Here at Choeung Ek, it’s estimated that 17,000 people met their death. The victims here came from S-21, the Khmer Rouge’s high-security prison that is now Tuol Sleng Museum.

There are 129 mass graves here, 86 that have been excavated, exhuming the remains of 8,985 people. At the center of the area is a memorial stupa that contains more than 8,000 skulls.

A visit here is an entirely sobering experience that will aid in your understanding of this tumultuous period in Cambodia’s modern history. Choeung Ek lies off Monireth Boulevard.
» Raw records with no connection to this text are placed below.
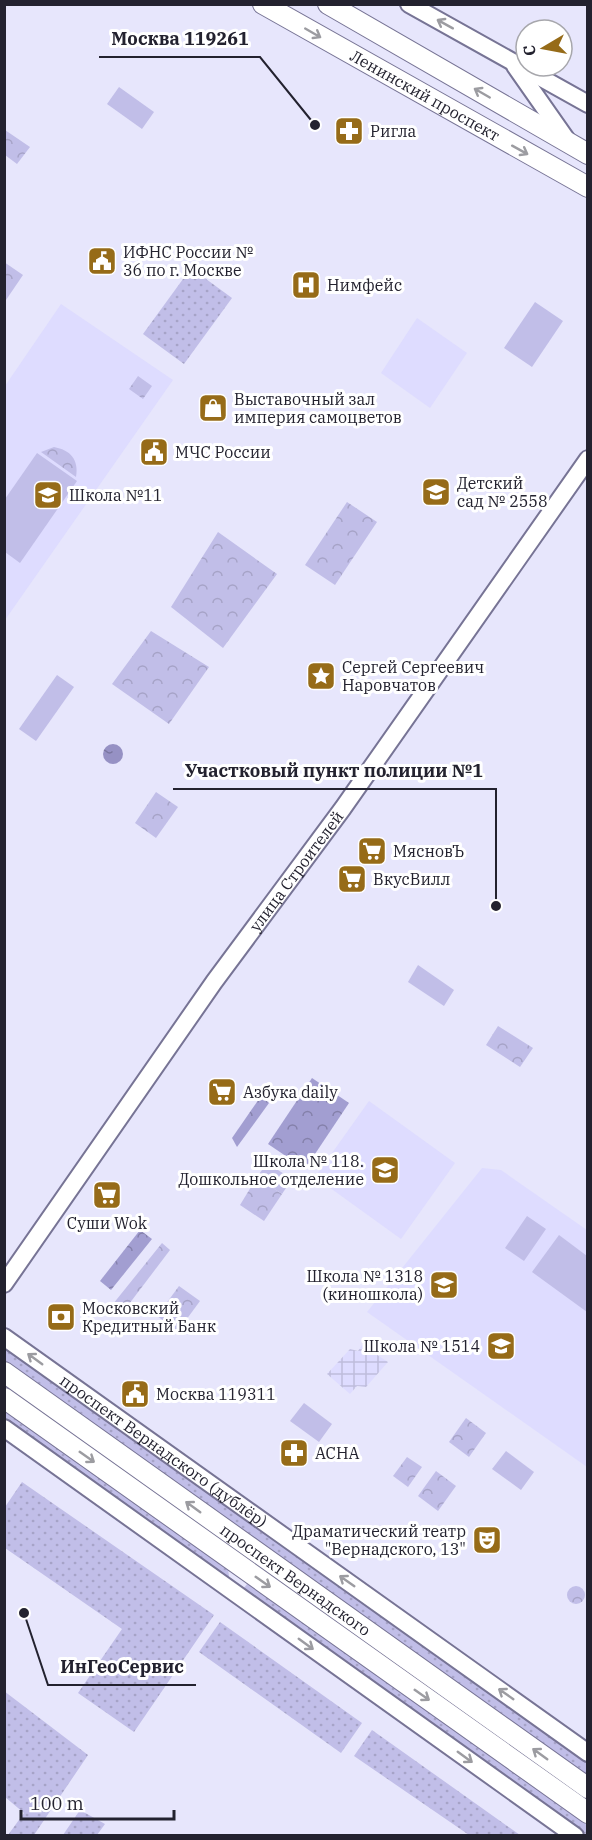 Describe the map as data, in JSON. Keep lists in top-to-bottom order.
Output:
{
  "streets": {
    "main road": ["Ленинский проспект", "проспект Вернадского"],
    "street": ["улица Строителей", "проспект Вернадского (дублёр)"]
  },
  "places": {
    "other": ["Москва 119261", "Участковый пункт полиции №1", "ИнГеоСервис"],
    "pharmacy": ["Ригла", "ACHA"],
    "public building": ["ИФНС России № 36 по г. Москве", "МЧС России", "Москва 119311"],
    "hospital": ["Нимфейс"],
    "shop": ["Выставочный зал империя самоцветов"],
    "school or university": [
      "Детский сад № 2558",
      "Школа №11",
      "Школа № 118. Дошкольное отделение",
      "Школа № 1318 (киношкола)",
      "Школа № 1514"
    ],
    "place": ["Сергей Сергеевич Наровчатов"],
    "supermarket": [
      "МясновЪ",
      "ВкусВилл",
      "Азбука daily",
      "Суши Wok"
    ],
    "bank": ["Московский Кредитный Банк"],
    "theatre": ["Драматический театр \"Вернадского, 13\""]
  },
  "scale_bar": "100 m",
  "north": "left"
} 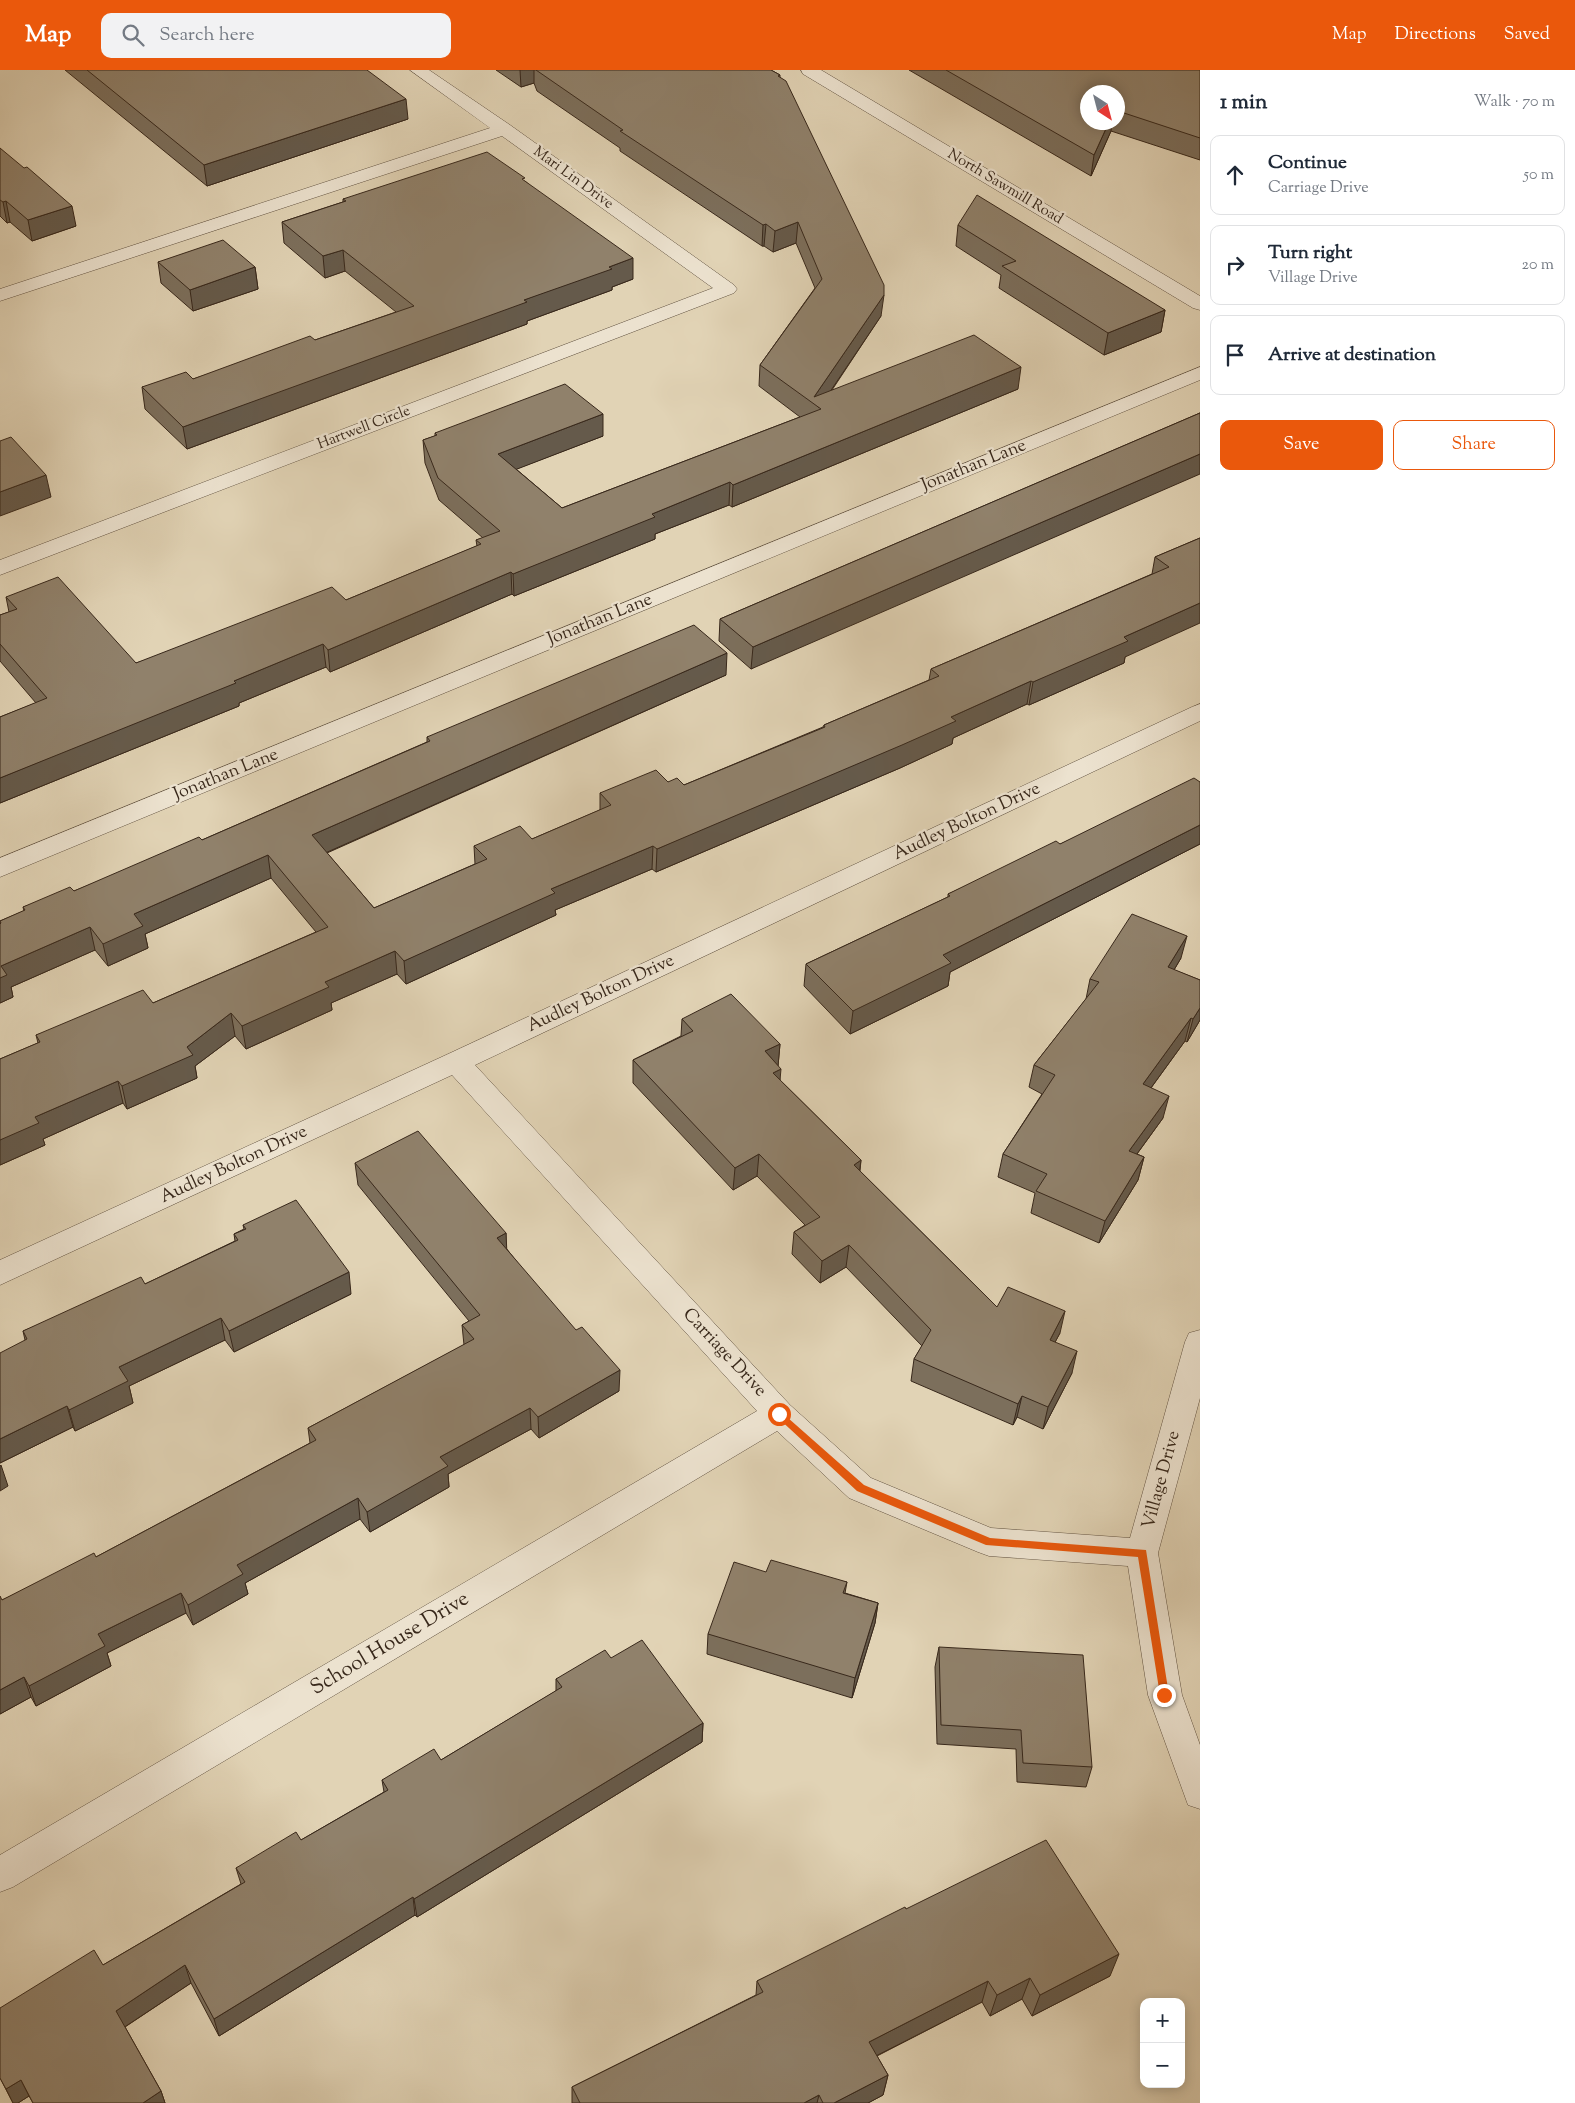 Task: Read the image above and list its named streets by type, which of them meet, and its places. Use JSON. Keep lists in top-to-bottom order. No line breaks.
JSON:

If you want to truly understand what happened here and the horrors of the Khmer Rouge regime, The Killing Field and Toul Sleng Genocide Museum (S21) Tour can help. During this tour, a driver will pick you up and drive you to the Choeung Ek Genocidal Center, 14 kilometers away south of Phnom Penh, where you’ll spend two hours exploring the former orchard that became the site of the mass graves. You’ll then head back to the city and the Tuol Sleng Genocide Museum, set inside the former high school turned high-security prison.

4. View Tuol Sleng Museum

Tuol-Sleng-Genocide-MuseumIt was here, in the Khmer Rouge’s Security Prison S-21 that some of the regime’s worst torture atrocities were carried out. More than 17,000 people passed through these gates between 1975 and 1978, accused of betraying the revolution in some way.

Nearly all prisoners brought here were once themselves members of the Khmer Rouge who were turned on during one of the regime’s many internal purges.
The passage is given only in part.